L’Occident est faible, parce qu’il croit garder l’ancien discours mondialiste et universaliste tout en ayant perdu les attributs de sa puissance qui lui avaient permis de dominer le monde. Je note d’ailleurs que l’Occident s’ouvre à un multiculturalisme destructeur quand les autres civilisations, et en particulier, l’arabo-musulmane, se ferment à toutes les populations qui vivaient jadis sur leur sol : il n’y a quasiment plus de juifs et de chrétiens dans le monde arabe. Comme Dominique de Villepin, je refuse l’« occidentalisme » ; je ne crois pas que l’Occident puisse ou doive imposer savision du monde et la démocratie au monde entier.
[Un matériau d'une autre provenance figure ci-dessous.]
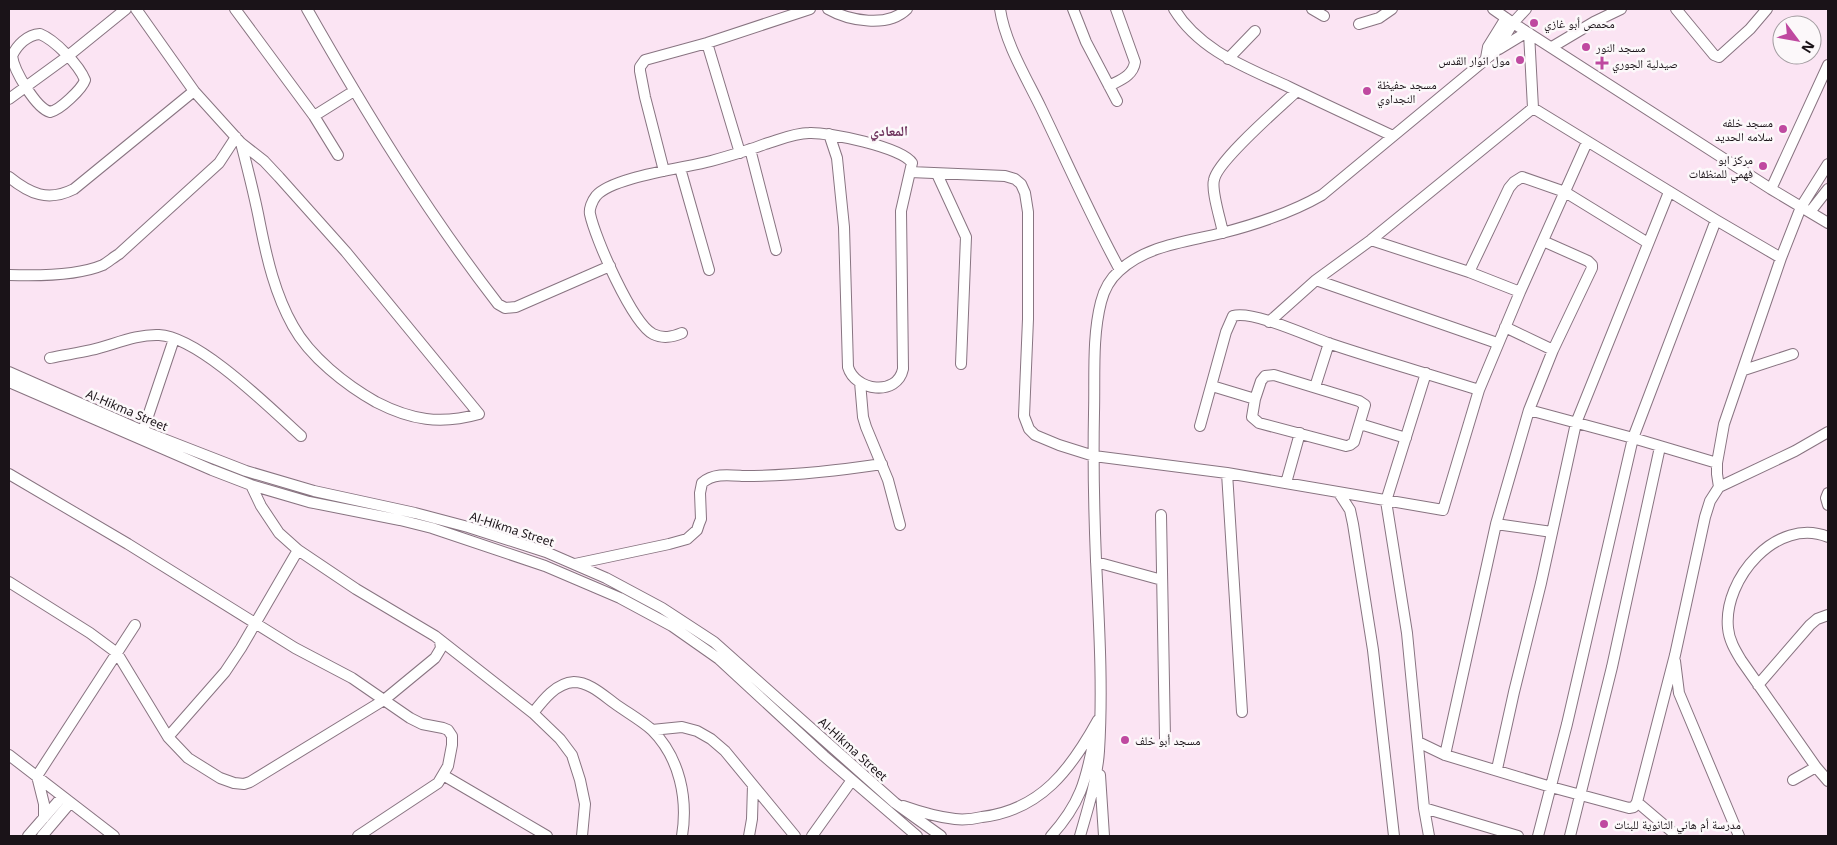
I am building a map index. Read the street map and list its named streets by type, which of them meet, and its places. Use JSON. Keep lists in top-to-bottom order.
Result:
{
  "streets": {
    "street": ["Al-Hikma Street"]
  },
  "districts": ["المعادي"],
  "places": {
    "other": [
      "محمص أبو غازي",
      "مسجد النور",
      "مول انوار القدس",
      "مسجد حفيظة النجداوي",
      "مسجد خلفه سلامه الحديد",
      "مركز ابو فهمي للمنظفات",
      "مسجد أبو خلف",
      "مدرسة أم هاني الثانوية للبنات"
    ],
    "health": ["صيدلية الجوري"]
  },
  "north": "bottom right"
}
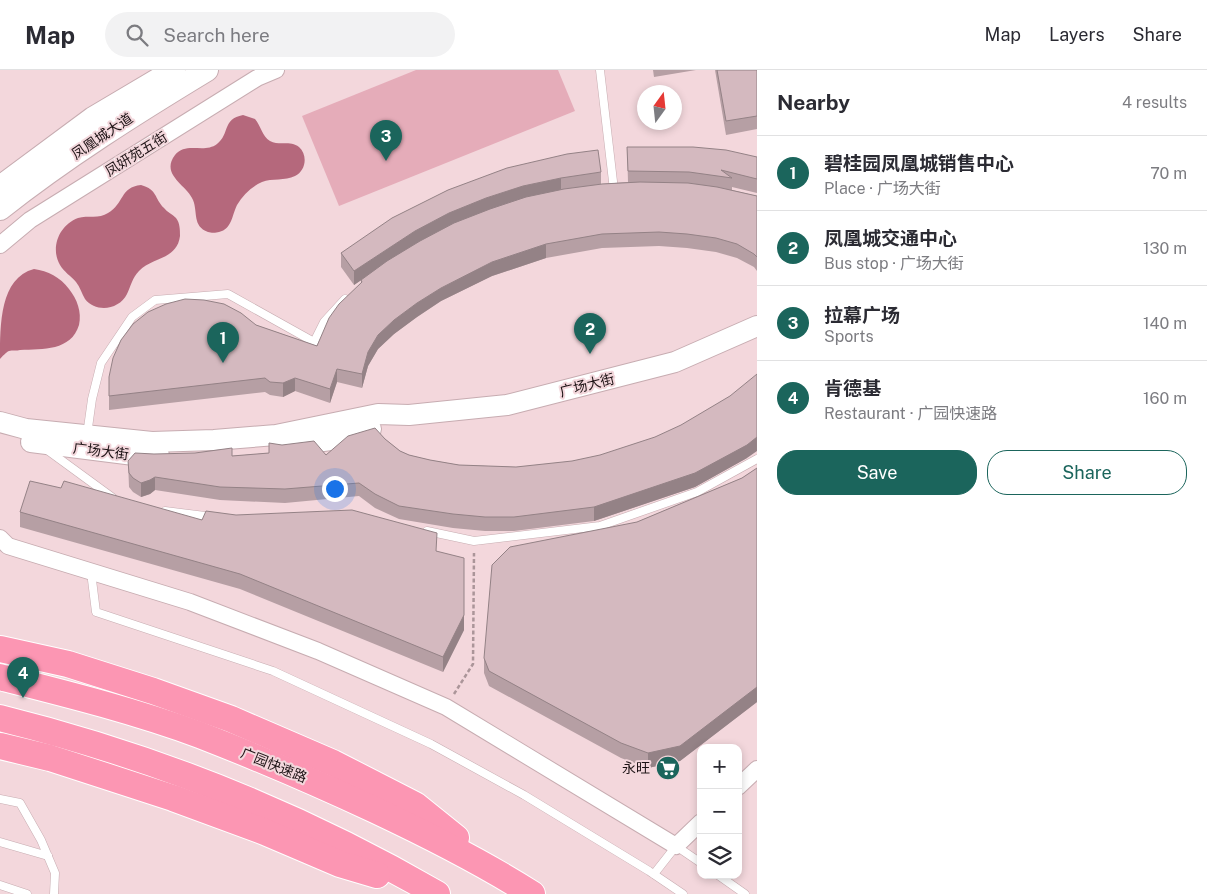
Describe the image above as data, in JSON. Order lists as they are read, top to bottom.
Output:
{
  "streets": {
    "highway": ["广园快速路"],
    "main road": ["凤凰城大道"],
    "street": ["凤妍苑五街", "广场大街"]
  },
  "places": {
    "supermarket": ["永旺"]
  },
  "north": "top",
  "page": {
    "header": "Map",
    "search": "Search here",
    "nav": ["Map", "Layers", "Share"],
    "heading": ["Nearby", "4 results"],
    "pins": [
      "3",
      "2",
      "1",
      "4"
    ],
    "list": [
      {
        "mark": "1",
        "name": "碧桂园凤凰城销售中心",
        "note": "Place · 广场大街",
        "value": "70 m"
      },
      {
        "mark": "2",
        "name": "凤凰城交通中心",
        "note": "Bus stop · 广场大街",
        "value": "130 m"
      },
      {
        "mark": "3",
        "name": "拉幕广场",
        "note": "Sports",
        "value": "140 m"
      },
      {
        "mark": "4",
        "name": "肯德基",
        "note": "Restaurant · 广园快速路",
        "value": "160 m"
      }
    ],
    "buttons": ["Save", "Share"],
    "map_buttons": ["+", "−"]
  }
}
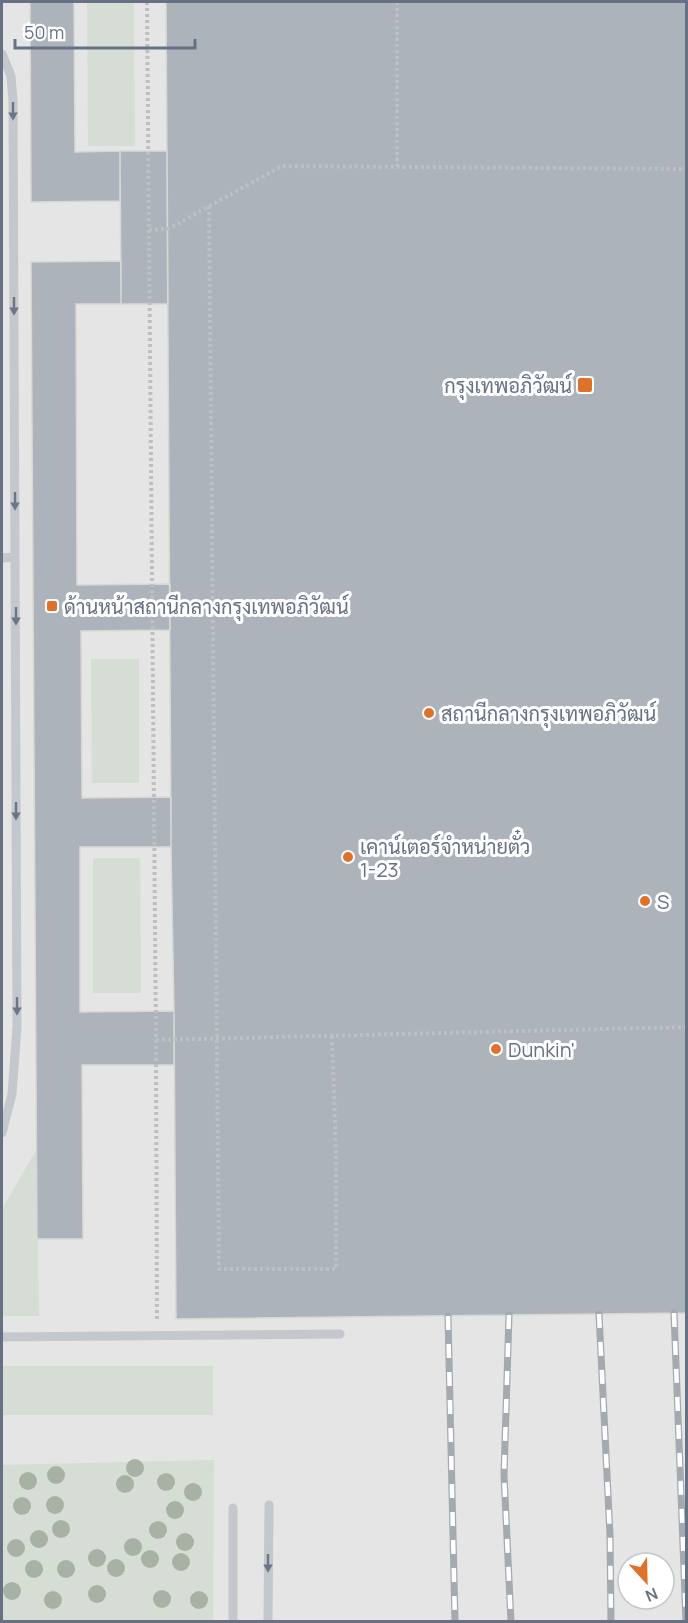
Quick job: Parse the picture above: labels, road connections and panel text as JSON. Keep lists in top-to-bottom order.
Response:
{
  "places": {
    "transit": ["กรุงเทพอภิวัฒน์", "ด้านหน้าสถานีกลางกรุงเทพอภิวัฒน์"],
    "other": [
      "สถานีกลางกรุงเทพอภิวัฒน์",
      "เคาน์เตอร์จำหน่ายตั๋ว 1-23",
      "S",
      "Dunkin'"
    ]
  },
  "scale_bar": "50 m",
  "north": "bottom"
}
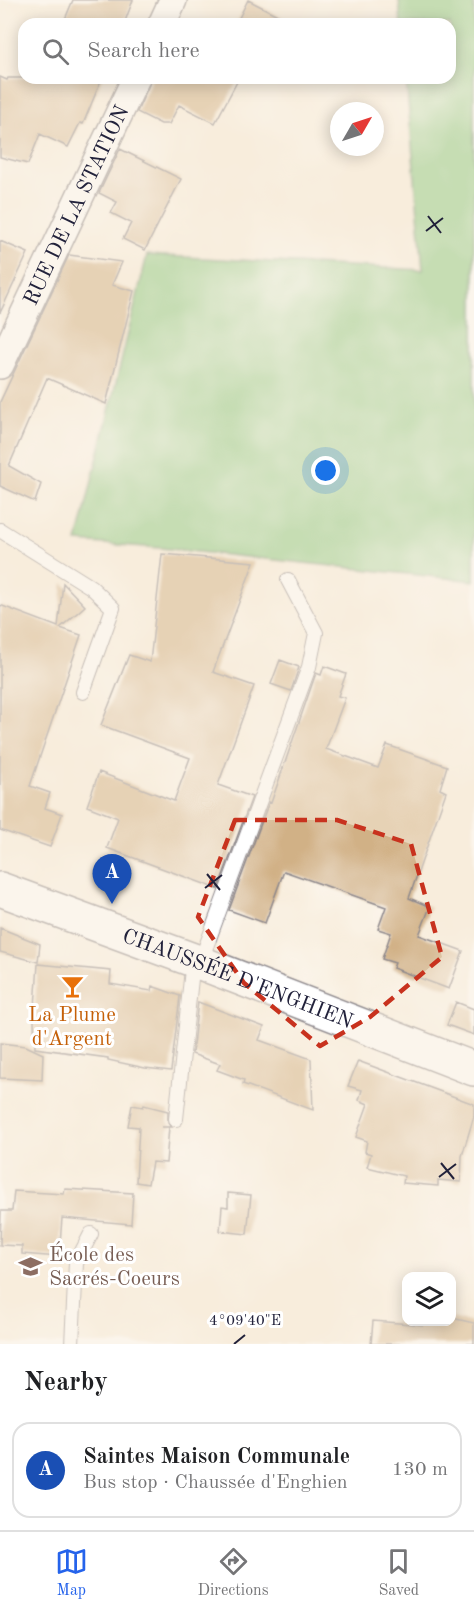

Je me contente de dire, et c’est déjà énorme, que l’Occident doit redevenir l’Occident et faire comme les autres civilisations : renouer avec sa propre identité – notamment le culte du savoir, du mérite, de l’intelligence, de la famille, le rapport à la femme. Ce qui suppose de se battre sur deux fronts : contre les autres civilisations qui veulent l’écraser pour se venger, et contre les woke qui veulent détruire la civilisation occidentale de l’intérieur. Je penseque la France doit être l’avant-garde de la ré-occidentalisation de l’Occident. Qu’est-ce que c’est, la France ? Les croisés et les soldats de l’An II, répondait Malraux.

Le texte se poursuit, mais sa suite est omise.